→ **Work required**
Transcribe the data. Leave out nothing.

*** Records supplied Section Begins ***

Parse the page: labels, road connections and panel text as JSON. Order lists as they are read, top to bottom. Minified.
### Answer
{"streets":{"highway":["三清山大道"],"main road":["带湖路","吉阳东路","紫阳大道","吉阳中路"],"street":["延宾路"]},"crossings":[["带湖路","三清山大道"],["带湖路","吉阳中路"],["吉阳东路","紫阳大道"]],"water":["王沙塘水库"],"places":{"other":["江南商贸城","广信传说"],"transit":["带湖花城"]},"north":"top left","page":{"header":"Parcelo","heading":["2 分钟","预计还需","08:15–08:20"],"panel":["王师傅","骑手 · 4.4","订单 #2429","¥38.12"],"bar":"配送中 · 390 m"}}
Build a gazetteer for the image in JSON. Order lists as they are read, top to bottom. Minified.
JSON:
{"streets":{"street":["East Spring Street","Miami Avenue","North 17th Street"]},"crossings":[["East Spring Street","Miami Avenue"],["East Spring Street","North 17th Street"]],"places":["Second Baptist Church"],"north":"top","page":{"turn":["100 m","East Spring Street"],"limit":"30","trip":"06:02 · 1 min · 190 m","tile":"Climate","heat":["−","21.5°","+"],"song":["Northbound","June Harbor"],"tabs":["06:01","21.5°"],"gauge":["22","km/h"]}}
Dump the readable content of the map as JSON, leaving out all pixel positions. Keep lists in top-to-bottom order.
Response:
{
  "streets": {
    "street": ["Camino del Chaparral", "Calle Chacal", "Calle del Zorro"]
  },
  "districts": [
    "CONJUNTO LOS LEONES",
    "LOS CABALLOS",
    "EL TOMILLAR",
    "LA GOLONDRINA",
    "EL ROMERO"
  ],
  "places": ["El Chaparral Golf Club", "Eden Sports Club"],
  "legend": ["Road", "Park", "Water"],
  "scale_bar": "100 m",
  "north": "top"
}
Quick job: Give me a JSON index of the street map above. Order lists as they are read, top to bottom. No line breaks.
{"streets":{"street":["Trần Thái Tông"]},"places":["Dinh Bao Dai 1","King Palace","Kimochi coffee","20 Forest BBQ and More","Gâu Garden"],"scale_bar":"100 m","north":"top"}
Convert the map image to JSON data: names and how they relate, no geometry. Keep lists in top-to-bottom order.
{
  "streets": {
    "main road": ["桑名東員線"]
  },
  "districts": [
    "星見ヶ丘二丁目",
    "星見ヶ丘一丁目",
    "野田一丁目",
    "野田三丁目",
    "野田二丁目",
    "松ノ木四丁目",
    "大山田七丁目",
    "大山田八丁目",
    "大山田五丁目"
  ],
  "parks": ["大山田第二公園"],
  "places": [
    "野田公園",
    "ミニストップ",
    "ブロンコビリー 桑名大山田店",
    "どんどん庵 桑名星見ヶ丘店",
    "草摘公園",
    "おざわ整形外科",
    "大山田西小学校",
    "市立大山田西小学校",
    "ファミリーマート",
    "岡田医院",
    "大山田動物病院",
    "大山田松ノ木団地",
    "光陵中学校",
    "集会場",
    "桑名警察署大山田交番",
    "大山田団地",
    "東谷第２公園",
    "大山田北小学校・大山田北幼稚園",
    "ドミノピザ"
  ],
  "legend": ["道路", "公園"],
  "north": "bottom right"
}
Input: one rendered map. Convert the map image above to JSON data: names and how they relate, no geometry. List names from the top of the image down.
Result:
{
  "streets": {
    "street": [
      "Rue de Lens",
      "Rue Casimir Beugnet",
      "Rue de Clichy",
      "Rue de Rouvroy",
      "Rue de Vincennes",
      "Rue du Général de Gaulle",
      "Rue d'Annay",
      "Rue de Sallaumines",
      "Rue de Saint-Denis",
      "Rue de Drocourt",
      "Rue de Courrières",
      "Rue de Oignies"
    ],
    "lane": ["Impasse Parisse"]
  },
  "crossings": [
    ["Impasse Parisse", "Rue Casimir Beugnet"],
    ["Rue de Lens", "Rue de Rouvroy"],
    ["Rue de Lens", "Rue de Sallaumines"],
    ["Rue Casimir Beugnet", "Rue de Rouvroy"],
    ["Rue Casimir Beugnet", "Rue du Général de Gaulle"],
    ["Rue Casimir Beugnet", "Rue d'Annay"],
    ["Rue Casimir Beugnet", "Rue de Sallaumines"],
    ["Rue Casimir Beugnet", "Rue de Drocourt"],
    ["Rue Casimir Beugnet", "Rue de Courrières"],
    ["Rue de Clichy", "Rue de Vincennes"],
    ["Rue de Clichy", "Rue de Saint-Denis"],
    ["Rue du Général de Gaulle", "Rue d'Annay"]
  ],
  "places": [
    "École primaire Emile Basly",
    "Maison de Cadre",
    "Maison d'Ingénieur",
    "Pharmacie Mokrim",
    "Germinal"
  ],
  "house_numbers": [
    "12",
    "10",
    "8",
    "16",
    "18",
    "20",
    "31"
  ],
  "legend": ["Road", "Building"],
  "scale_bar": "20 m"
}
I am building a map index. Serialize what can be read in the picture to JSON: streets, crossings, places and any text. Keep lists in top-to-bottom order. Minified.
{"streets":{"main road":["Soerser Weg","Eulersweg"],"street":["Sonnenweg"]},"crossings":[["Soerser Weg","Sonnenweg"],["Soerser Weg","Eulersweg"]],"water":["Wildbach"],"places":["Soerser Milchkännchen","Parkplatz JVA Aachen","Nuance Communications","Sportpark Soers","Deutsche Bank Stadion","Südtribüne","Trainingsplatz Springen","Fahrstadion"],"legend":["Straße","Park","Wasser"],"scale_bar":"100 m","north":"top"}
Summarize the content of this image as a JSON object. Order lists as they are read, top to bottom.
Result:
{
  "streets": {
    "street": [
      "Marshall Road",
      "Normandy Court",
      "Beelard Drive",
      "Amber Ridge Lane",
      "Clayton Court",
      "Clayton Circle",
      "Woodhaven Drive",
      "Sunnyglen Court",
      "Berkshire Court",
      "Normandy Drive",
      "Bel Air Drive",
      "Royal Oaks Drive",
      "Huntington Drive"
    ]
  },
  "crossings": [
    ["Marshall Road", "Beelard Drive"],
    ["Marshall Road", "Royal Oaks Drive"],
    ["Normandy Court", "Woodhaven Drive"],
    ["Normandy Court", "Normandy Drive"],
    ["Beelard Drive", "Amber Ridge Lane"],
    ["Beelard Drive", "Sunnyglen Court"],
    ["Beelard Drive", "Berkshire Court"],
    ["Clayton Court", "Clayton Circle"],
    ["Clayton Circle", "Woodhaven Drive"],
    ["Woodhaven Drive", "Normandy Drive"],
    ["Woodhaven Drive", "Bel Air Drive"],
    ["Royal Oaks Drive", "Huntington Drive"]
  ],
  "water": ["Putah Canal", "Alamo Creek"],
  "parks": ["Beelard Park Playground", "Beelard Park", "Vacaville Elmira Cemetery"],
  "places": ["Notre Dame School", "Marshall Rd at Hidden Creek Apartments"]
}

*** Records supplied Section Ends ***

→ **Your solution**
Parse the page: labels, road connections and panel text as JSON. Order lists as they are read, top to bottom. Minified.
### Answer
{"streets":{"highway":["三清山大道"],"main road":["带湖路","吉阳东路","紫阳大道","吉阳中路"],"street":["延宾路"]},"crossings":[["带湖路","三清山大道"],["带湖路","吉阳中路"],["吉阳东路","紫阳大道"]],"water":["王沙塘水库"],"places":{"other":["江南商贸城","广信传说"],"transit":["带湖花城"]},"north":"top left","page":{"header":"Parcelo","heading":["2 分钟","预计还需","08:15–08:20"],"panel":["王师傅","骑手 · 4.4","订单 #2429","¥38.12"],"bar":"配送中 · 390 m"}}
Build a gazetteer for the image in JSON. Order lists as they are read, top to bottom. Minified.
JSON:
{"streets":{"street":["East Spring Street","Miami Avenue","North 17th Street"]},"crossings":[["East Spring Street","Miami Avenue"],["East Spring Street","North 17th Street"]],"places":["Second Baptist Church"],"north":"top","page":{"turn":["100 m","East Spring Street"],"limit":"30","trip":"06:02 · 1 min · 190 m","tile":"Climate","heat":["−","21.5°","+"],"song":["Northbound","June Harbor"],"tabs":["06:01","21.5°"],"gauge":["22","km/h"]}}
Dump the readable content of the map as JSON, leaving out all pixel positions. Keep lists in top-to-bottom order.
Response:
{
  "streets": {
    "street": ["Camino del Chaparral", "Calle Chacal", "Calle del Zorro"]
  },
  "districts": [
    "CONJUNTO LOS LEONES",
    "LOS CABALLOS",
    "EL TOMILLAR",
    "LA GOLONDRINA",
    "EL ROMERO"
  ],
  "places": ["El Chaparral Golf Club", "Eden Sports Club"],
  "legend": ["Road", "Park", "Water"],
  "scale_bar": "100 m",
  "north": "top"
}
Quick job: Give me a JSON index of the street map above. Order lists as they are read, top to bottom. No line breaks.
{"streets":{"street":["Trần Thái Tông"]},"places":["Dinh Bao Dai 1","King Palace","Kimochi coffee","20 Forest BBQ and More","Gâu Garden"],"scale_bar":"100 m","north":"top"}
Convert the map image to JSON data: names and how they relate, no geometry. Keep lists in top-to-bottom order.
{
  "streets": {
    "main road": ["桑名東員線"]
  },
  "districts": [
    "星見ヶ丘二丁目",
    "星見ヶ丘一丁目",
    "野田一丁目",
    "野田三丁目",
    "野田二丁目",
    "松ノ木四丁目",
    "大山田七丁目",
    "大山田八丁目",
    "大山田五丁目"
  ],
  "parks": ["大山田第二公園"],
  "places": [
    "野田公園",
    "ミニストップ",
    "ブロンコビリー 桑名大山田店",
    "どんどん庵 桑名星見ヶ丘店",
    "草摘公園",
    "おざわ整形外科",
    "大山田西小学校",
    "市立大山田西小学校",
    "ファミリーマート",
    "岡田医院",
    "大山田動物病院",
    "大山田松ノ木団地",
    "光陵中学校",
    "集会場",
    "桑名警察署大山田交番",
    "大山田団地",
    "東谷第２公園",
    "大山田北小学校・大山田北幼稚園",
    "ドミノピザ"
  ],
  "legend": ["道路", "公園"],
  "north": "bottom right"
}
Input: one rendered map. Convert the map image above to JSON data: names and how they relate, no geometry. List names from the top of the image down.
Result:
{
  "streets": {
    "street": [
      "Rue de Lens",
      "Rue Casimir Beugnet",
      "Rue de Clichy",
      "Rue de Rouvroy",
      "Rue de Vincennes",
      "Rue du Général de Gaulle",
      "Rue d'Annay",
      "Rue de Sallaumines",
      "Rue de Saint-Denis",
      "Rue de Drocourt",
      "Rue de Courrières",
      "Rue de Oignies"
    ],
    "lane": ["Impasse Parisse"]
  },
  "crossings": [
    ["Impasse Parisse", "Rue Casimir Beugnet"],
    ["Rue de Lens", "Rue de Rouvroy"],
    ["Rue de Lens", "Rue de Sallaumines"],
    ["Rue Casimir Beugnet", "Rue de Rouvroy"],
    ["Rue Casimir Beugnet", "Rue du Général de Gaulle"],
    ["Rue Casimir Beugnet", "Rue d'Annay"],
    ["Rue Casimir Beugnet", "Rue de Sallaumines"],
    ["Rue Casimir Beugnet", "Rue de Drocourt"],
    ["Rue Casimir Beugnet", "Rue de Courrières"],
    ["Rue de Clichy", "Rue de Vincennes"],
    ["Rue de Clichy", "Rue de Saint-Denis"],
    ["Rue du Général de Gaulle", "Rue d'Annay"]
  ],
  "places": [
    "École primaire Emile Basly",
    "Maison de Cadre",
    "Maison d'Ingénieur",
    "Pharmacie Mokrim",
    "Germinal"
  ],
  "house_numbers": [
    "12",
    "10",
    "8",
    "16",
    "18",
    "20",
    "31"
  ],
  "legend": ["Road", "Building"],
  "scale_bar": "20 m"
}
I am building a map index. Serialize what can be read in the picture to JSON: streets, crossings, places and any text. Keep lists in top-to-bottom order. Minified.
{"streets":{"main road":["Soerser Weg","Eulersweg"],"street":["Sonnenweg"]},"crossings":[["Soerser Weg","Sonnenweg"],["Soerser Weg","Eulersweg"]],"water":["Wildbach"],"places":["Soerser Milchkännchen","Parkplatz JVA Aachen","Nuance Communications","Sportpark Soers","Deutsche Bank Stadion","Südtribüne","Trainingsplatz Springen","Fahrstadion"],"legend":["Straße","Park","Wasser"],"scale_bar":"100 m","north":"top"}
Summarize the content of this image as a JSON object. Order lists as they are read, top to bottom.
Result:
{
  "streets": {
    "street": [
      "Marshall Road",
      "Normandy Court",
      "Beelard Drive",
      "Amber Ridge Lane",
      "Clayton Court",
      "Clayton Circle",
      "Woodhaven Drive",
      "Sunnyglen Court",
      "Berkshire Court",
      "Normandy Drive",
      "Bel Air Drive",
      "Royal Oaks Drive",
      "Huntington Drive"
    ]
  },
  "crossings": [
    ["Marshall Road", "Beelard Drive"],
    ["Marshall Road", "Royal Oaks Drive"],
    ["Normandy Court", "Woodhaven Drive"],
    ["Normandy Court", "Normandy Drive"],
    ["Beelard Drive", "Amber Ridge Lane"],
    ["Beelard Drive", "Sunnyglen Court"],
    ["Beelard Drive", "Berkshire Court"],
    ["Clayton Court", "Clayton Circle"],
    ["Clayton Circle", "Woodhaven Drive"],
    ["Woodhaven Drive", "Normandy Drive"],
    ["Woodhaven Drive", "Bel Air Drive"],
    ["Royal Oaks Drive", "Huntington Drive"]
  ],
  "water": ["Putah Canal", "Alamo Creek"],
  "parks": ["Beelard Park Playground", "Beelard Park", "Vacaville Elmira Cemetery"],
  "places": ["Notre Dame School", "Marshall Rd at Hidden Creek Apartments"]
}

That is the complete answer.